“New” Annan plan embodies US-Russian stalemate on Syria’s Bashar Assad
“Agreement on a Syria-led transition based on mutual consent including members of the current government” was the conclusion UN-Arab League peace envoy Kofi Annan reported from the Action Group on Syria meeting in Geneva Saturday, June 30.
He admitted this process could take a whole year. Asked by reporters if people with blood on their hands should be eligible to serve in a transitional unity government, Annan managed to continue avoiding mentioning Assad by commenting that there were many in Syria’s bitter conflict with blood on their hands.
US Secretary of State Hillary Clinton asserted that Assad would never pass the “mutual consent” test because of the blood on his hands and must realize that his days are numbered. She praised the Geneva meeting for setting out a road map paving the way to a post-Assad government.
She was quickly countered by Russian Foreign Minister Sergey Lavrov, who stressed that the Geneva documents contained nothing about imposed solutions. It is up to the Syrians themselves to work out their process of transition, he said. The governments meeting in Geneva had each undertaken to apply leverage to the parties they support – in a coordinated way – so as to make them sit down at the negotiating table.
Behind the Kofi Annan’s diplomatic prevarications, it was clear that the Action Group meeting, attended by the five permanent Security Council members and Arab League representatives, had left US-Russian differences over Assad firmly in place and both would carry as before:
The US, in conjunction with Persian Gulf governments, will continue to prepare for military action and look for “creative” ways to topple Assad outside the UN Security Council where Russia stands ready with a veto.
Moscow will stick to its efforts to preserve the Syrian ruler and his regime disguising them by calling for a government in Damascus that represents the will of the Syrian people.

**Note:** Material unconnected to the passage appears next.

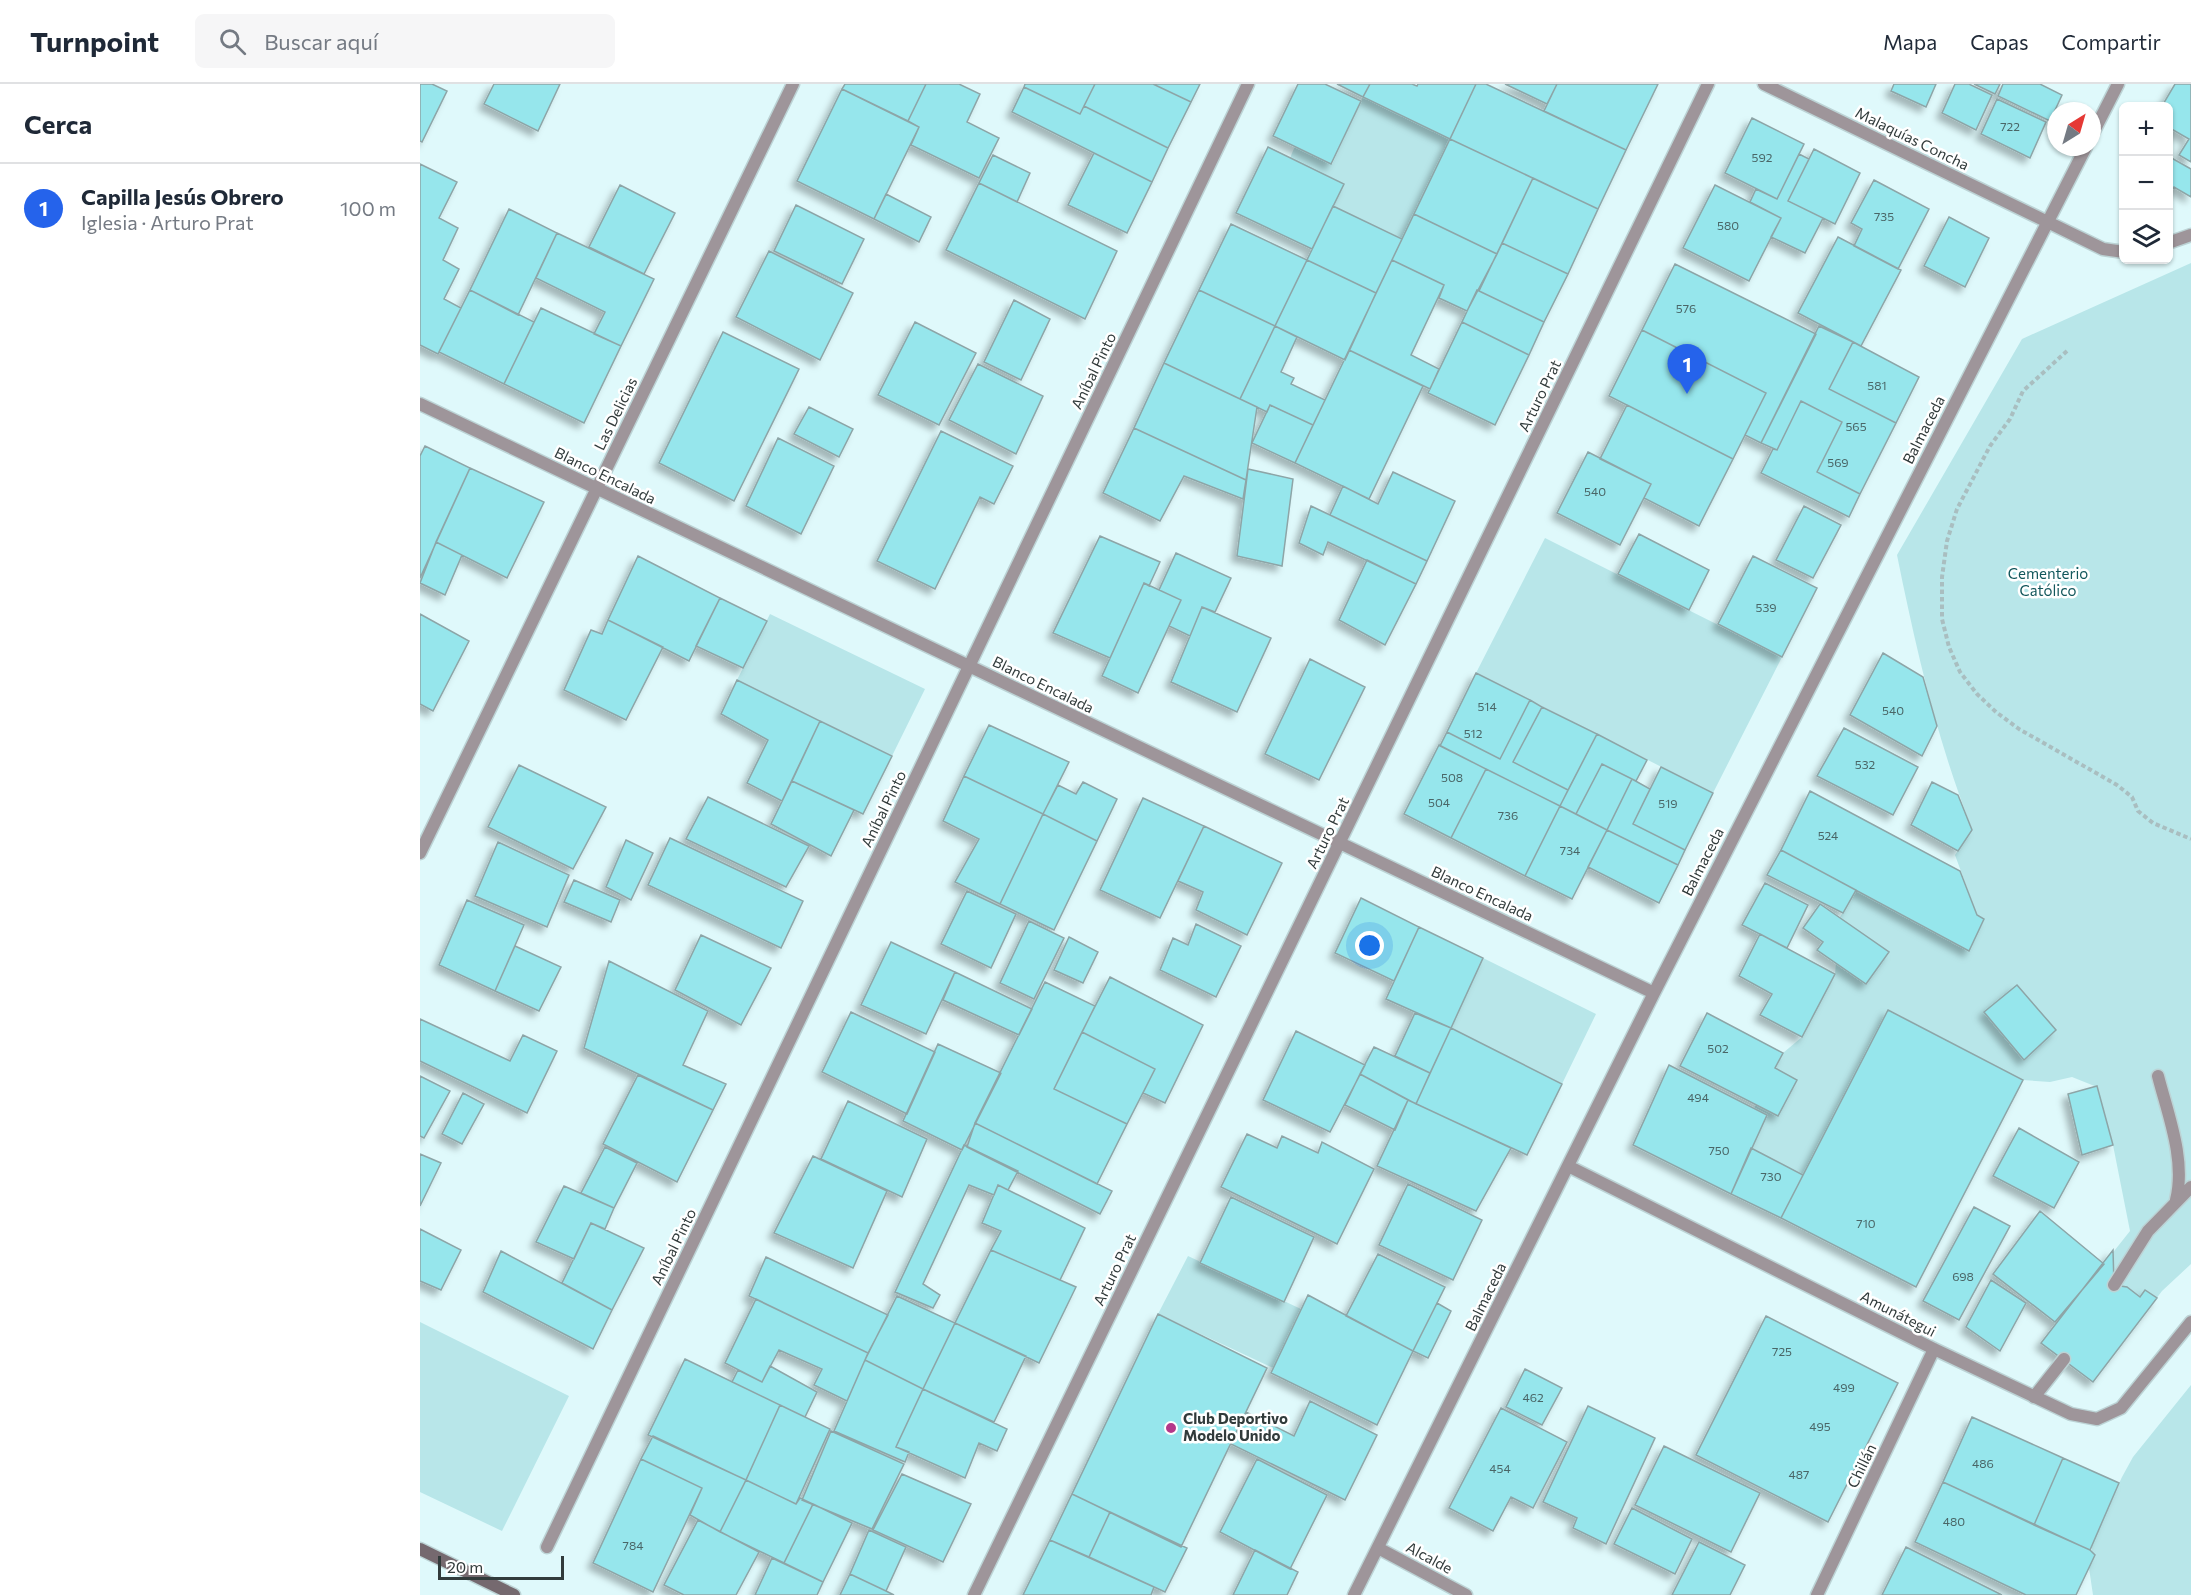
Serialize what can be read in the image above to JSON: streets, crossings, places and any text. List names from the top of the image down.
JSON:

Peace envoy Annan will be kept running back and forth between the two mutually exclusive policies and policies and paths for his mission to get anywhere. As he himself said, mediation is a process which takes time. But that time is being used by the Syria ruler to expand his violence and notch up the fatalities, which in the last fortnight shot past the 100 per day figure to reach a total of 15,800 in the 15-month conflict and going up all the time.